(Source records)

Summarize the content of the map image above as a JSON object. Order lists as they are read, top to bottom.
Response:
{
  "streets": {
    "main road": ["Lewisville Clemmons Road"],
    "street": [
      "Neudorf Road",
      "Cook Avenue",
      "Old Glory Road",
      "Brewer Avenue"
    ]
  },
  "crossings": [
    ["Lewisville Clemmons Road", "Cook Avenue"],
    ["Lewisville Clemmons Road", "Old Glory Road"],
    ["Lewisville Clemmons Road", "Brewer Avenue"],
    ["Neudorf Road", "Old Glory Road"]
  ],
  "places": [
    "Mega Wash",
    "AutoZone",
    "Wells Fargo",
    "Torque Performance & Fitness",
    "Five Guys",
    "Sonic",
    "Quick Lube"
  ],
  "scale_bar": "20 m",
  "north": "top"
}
---
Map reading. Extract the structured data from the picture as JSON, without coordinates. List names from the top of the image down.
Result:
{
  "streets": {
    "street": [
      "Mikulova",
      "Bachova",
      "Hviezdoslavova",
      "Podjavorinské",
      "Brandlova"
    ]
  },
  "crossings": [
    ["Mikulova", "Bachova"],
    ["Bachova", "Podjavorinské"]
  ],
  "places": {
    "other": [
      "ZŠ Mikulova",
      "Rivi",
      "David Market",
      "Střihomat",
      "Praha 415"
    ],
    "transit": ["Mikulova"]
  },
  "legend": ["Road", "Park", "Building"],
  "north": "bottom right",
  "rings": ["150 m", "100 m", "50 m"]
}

Required work: If a line in the data above holds the string "JSON", report that line.

Answer space:
Summarize the content of the map image above as a JSON object. Order lists as they are read, top to bottom.
Map reading. Extract the structured data from the picture as JSON, without coordinates. List names from the top of the image down.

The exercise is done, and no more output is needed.